• [TASK INSTRUCTIONS]: Wherever the word "anchor" appears in the entries, copy the whole line.

• [DATA PROVIDED]:

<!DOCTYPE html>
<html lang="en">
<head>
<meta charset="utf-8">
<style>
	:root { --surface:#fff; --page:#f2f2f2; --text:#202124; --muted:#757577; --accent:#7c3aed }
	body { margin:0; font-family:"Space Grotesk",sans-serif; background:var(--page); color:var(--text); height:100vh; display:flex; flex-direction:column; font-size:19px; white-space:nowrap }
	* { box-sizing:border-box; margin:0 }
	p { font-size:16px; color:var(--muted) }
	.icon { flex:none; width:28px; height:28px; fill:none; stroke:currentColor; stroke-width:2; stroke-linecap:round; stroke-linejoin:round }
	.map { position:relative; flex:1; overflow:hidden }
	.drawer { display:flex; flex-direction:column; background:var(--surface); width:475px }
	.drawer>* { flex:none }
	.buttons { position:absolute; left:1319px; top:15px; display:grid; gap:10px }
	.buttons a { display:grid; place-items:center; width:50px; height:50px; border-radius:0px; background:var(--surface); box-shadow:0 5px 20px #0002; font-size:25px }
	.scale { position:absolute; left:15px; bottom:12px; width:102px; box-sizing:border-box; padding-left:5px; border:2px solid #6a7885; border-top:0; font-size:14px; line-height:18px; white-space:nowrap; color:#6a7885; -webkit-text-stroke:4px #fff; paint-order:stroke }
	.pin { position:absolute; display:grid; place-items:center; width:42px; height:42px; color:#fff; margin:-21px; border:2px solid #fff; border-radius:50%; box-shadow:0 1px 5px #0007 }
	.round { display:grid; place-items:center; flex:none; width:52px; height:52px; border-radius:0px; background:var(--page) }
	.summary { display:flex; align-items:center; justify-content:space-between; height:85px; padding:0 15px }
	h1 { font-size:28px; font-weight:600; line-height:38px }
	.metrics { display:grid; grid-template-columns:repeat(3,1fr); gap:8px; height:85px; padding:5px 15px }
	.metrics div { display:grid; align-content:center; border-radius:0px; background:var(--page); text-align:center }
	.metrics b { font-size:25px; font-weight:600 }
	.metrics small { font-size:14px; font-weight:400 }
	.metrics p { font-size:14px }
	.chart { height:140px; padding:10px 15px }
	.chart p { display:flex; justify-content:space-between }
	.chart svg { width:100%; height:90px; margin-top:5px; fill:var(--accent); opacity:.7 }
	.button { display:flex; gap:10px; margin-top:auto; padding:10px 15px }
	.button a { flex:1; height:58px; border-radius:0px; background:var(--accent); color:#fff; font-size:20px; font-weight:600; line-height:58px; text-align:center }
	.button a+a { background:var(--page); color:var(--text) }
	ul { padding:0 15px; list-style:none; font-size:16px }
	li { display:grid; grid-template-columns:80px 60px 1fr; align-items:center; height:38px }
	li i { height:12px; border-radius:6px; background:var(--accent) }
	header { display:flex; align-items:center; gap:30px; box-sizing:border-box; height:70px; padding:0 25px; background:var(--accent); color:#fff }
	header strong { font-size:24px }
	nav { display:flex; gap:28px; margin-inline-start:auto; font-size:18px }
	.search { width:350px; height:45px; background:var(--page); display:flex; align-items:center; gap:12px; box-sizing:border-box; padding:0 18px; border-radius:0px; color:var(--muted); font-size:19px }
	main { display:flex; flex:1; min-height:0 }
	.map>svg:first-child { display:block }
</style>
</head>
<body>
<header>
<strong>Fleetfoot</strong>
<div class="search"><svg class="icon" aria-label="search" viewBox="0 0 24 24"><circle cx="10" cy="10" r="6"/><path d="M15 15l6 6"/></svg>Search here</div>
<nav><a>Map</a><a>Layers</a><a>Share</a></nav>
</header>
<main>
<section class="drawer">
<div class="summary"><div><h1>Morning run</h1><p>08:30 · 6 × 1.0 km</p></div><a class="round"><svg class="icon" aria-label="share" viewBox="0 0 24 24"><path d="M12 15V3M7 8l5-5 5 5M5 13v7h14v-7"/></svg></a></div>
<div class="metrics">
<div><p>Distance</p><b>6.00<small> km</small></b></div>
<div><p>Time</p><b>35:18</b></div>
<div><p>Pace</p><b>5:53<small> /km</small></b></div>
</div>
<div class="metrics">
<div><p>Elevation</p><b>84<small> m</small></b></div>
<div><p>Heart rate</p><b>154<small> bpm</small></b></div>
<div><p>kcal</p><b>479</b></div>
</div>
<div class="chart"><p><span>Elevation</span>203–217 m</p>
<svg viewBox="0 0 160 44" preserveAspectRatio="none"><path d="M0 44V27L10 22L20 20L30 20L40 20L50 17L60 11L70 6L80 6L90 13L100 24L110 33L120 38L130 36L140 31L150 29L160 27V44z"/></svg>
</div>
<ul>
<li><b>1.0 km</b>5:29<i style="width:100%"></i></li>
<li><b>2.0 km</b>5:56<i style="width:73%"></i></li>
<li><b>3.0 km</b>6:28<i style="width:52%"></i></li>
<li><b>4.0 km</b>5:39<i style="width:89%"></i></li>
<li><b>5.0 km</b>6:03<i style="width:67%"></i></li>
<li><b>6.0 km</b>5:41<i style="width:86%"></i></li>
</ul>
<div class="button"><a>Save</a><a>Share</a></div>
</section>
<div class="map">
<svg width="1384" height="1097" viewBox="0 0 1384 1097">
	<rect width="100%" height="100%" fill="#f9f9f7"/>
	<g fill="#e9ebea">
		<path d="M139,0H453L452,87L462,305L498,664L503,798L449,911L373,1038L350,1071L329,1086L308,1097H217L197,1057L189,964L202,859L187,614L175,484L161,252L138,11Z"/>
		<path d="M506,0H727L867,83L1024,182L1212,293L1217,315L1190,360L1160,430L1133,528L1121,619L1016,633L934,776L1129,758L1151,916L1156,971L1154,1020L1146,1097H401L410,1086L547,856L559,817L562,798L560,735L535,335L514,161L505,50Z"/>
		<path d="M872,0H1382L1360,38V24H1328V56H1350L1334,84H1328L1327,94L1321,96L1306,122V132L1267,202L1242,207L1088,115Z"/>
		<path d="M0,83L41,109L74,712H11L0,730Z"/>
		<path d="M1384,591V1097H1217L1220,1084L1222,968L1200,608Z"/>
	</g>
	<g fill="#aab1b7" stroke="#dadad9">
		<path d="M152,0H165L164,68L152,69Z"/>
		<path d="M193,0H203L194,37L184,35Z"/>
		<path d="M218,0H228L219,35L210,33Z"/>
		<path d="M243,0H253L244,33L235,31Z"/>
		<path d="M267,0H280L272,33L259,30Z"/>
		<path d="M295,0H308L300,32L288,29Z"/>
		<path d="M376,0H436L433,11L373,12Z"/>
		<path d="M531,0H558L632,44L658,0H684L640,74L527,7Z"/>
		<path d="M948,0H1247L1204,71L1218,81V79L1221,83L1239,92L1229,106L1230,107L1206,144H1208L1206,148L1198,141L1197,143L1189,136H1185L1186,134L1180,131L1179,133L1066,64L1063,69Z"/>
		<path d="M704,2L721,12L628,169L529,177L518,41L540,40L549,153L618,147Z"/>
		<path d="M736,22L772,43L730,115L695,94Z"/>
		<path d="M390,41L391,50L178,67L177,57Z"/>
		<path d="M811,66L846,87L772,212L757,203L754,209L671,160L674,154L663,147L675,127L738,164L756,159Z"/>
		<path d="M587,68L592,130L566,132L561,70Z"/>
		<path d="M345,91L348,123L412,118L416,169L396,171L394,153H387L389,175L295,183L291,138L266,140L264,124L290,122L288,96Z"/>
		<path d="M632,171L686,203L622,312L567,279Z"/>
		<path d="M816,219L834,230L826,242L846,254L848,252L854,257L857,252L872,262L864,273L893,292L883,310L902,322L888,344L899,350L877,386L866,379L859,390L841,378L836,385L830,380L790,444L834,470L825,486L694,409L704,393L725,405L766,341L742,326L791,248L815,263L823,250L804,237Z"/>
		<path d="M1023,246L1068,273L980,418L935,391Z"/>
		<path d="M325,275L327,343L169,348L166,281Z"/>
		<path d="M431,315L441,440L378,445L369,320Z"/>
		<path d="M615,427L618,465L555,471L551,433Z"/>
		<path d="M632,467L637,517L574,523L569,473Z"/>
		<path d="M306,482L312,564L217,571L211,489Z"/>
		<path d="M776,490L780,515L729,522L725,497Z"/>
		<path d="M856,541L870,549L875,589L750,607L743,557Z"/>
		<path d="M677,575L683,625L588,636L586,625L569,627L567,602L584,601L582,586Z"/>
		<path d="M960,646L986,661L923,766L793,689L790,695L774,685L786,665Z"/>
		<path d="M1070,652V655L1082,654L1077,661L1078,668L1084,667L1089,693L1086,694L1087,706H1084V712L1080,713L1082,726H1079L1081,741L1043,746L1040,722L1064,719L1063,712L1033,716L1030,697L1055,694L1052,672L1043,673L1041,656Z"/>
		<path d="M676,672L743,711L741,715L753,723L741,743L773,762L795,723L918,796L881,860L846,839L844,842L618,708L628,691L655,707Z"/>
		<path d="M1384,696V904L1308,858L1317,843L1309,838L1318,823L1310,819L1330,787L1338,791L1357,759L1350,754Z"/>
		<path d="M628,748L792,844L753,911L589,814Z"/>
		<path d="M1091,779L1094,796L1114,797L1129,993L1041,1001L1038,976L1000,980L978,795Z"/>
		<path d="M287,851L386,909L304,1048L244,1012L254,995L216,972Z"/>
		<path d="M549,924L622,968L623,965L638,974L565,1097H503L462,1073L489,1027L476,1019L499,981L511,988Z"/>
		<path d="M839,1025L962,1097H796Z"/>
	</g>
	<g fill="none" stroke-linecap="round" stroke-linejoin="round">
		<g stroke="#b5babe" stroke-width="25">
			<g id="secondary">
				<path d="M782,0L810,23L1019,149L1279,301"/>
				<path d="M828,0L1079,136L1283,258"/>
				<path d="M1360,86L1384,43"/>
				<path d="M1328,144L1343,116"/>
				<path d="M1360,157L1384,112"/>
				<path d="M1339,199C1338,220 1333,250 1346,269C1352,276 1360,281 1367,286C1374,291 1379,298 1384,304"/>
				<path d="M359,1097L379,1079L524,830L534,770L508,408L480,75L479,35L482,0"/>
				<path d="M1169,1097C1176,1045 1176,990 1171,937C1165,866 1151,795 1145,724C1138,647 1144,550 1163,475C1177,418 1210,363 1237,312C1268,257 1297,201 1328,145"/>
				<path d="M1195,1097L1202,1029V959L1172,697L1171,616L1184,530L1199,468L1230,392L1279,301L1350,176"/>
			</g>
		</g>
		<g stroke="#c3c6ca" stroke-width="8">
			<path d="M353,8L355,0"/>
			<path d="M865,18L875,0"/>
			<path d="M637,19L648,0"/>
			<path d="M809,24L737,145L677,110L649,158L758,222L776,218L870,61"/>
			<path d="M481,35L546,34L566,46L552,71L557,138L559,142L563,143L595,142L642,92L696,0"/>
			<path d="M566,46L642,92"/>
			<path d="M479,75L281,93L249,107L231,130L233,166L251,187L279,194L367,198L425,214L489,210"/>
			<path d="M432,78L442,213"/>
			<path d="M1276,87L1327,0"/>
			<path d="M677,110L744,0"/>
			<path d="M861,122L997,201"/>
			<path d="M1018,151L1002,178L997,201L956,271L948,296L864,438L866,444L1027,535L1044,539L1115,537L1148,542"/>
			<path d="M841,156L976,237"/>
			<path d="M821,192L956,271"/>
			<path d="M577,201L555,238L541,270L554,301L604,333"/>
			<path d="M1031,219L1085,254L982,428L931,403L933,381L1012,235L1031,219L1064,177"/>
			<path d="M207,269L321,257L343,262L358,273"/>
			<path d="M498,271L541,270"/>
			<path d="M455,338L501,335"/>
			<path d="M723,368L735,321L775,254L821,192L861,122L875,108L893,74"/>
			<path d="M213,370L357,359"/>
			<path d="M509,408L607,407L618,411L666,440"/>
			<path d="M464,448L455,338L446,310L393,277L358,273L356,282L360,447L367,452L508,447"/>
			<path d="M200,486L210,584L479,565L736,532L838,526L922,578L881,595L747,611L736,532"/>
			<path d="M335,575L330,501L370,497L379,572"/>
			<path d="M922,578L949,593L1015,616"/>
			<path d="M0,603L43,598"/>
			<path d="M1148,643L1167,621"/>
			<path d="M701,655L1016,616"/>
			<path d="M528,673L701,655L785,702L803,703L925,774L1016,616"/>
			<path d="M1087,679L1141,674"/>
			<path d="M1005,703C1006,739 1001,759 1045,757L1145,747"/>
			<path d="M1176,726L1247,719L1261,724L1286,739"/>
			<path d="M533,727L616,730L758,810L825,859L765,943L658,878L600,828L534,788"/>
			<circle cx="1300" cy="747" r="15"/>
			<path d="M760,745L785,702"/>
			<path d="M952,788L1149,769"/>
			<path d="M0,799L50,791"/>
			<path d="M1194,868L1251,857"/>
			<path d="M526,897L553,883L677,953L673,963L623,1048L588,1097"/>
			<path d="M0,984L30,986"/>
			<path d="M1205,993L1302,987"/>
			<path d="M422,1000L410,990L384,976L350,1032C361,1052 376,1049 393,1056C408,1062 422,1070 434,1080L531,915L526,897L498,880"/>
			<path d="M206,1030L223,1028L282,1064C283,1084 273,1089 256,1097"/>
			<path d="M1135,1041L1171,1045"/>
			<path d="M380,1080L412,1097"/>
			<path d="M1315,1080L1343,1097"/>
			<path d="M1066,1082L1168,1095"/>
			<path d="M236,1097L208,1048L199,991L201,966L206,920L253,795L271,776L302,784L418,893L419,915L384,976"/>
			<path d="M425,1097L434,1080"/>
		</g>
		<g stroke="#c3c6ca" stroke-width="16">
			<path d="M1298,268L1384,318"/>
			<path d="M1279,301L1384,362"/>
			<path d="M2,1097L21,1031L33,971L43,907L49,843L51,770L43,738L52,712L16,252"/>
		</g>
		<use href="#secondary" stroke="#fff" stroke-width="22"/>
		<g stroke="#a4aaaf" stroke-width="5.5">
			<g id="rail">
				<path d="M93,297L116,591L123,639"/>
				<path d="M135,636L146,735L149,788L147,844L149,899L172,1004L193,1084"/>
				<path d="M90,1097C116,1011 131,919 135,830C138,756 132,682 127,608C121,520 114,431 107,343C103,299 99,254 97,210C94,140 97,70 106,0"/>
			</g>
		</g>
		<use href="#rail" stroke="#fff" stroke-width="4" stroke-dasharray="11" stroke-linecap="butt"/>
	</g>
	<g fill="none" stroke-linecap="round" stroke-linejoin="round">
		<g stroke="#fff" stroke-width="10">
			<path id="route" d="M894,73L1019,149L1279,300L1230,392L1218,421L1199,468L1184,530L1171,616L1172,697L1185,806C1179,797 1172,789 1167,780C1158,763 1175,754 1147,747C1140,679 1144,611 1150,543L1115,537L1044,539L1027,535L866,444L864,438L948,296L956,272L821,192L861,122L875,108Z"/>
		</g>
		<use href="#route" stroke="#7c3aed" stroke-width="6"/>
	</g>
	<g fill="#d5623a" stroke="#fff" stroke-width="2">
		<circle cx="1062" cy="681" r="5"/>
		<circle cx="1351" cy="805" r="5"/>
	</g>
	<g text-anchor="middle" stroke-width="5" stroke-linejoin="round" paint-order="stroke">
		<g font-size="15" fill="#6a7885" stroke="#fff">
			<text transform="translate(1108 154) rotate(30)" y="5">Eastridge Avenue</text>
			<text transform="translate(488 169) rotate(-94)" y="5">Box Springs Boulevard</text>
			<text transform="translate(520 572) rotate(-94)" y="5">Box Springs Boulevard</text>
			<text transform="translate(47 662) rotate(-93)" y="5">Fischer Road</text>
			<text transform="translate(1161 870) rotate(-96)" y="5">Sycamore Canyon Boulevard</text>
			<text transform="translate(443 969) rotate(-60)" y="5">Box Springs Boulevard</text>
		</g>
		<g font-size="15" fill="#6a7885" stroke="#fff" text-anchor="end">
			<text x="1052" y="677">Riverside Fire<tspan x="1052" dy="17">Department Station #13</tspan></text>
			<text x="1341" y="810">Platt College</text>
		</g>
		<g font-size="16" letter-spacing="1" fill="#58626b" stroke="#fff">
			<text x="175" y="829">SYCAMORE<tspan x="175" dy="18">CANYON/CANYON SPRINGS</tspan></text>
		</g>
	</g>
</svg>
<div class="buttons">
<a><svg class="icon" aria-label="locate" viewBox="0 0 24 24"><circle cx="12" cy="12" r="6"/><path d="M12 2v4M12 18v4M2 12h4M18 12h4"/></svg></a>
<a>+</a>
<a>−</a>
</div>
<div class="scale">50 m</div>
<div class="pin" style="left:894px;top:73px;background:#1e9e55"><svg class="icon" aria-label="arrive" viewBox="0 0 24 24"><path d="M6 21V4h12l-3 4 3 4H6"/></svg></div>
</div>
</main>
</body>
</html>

• [WRITTEN SOLUTION]:
	<g text-anchor="middle" stroke-width="5" stroke-linejoin="round" paint-order="stroke">
		<g font-size="15" fill="#6a7885" stroke="#fff" text-anchor="end">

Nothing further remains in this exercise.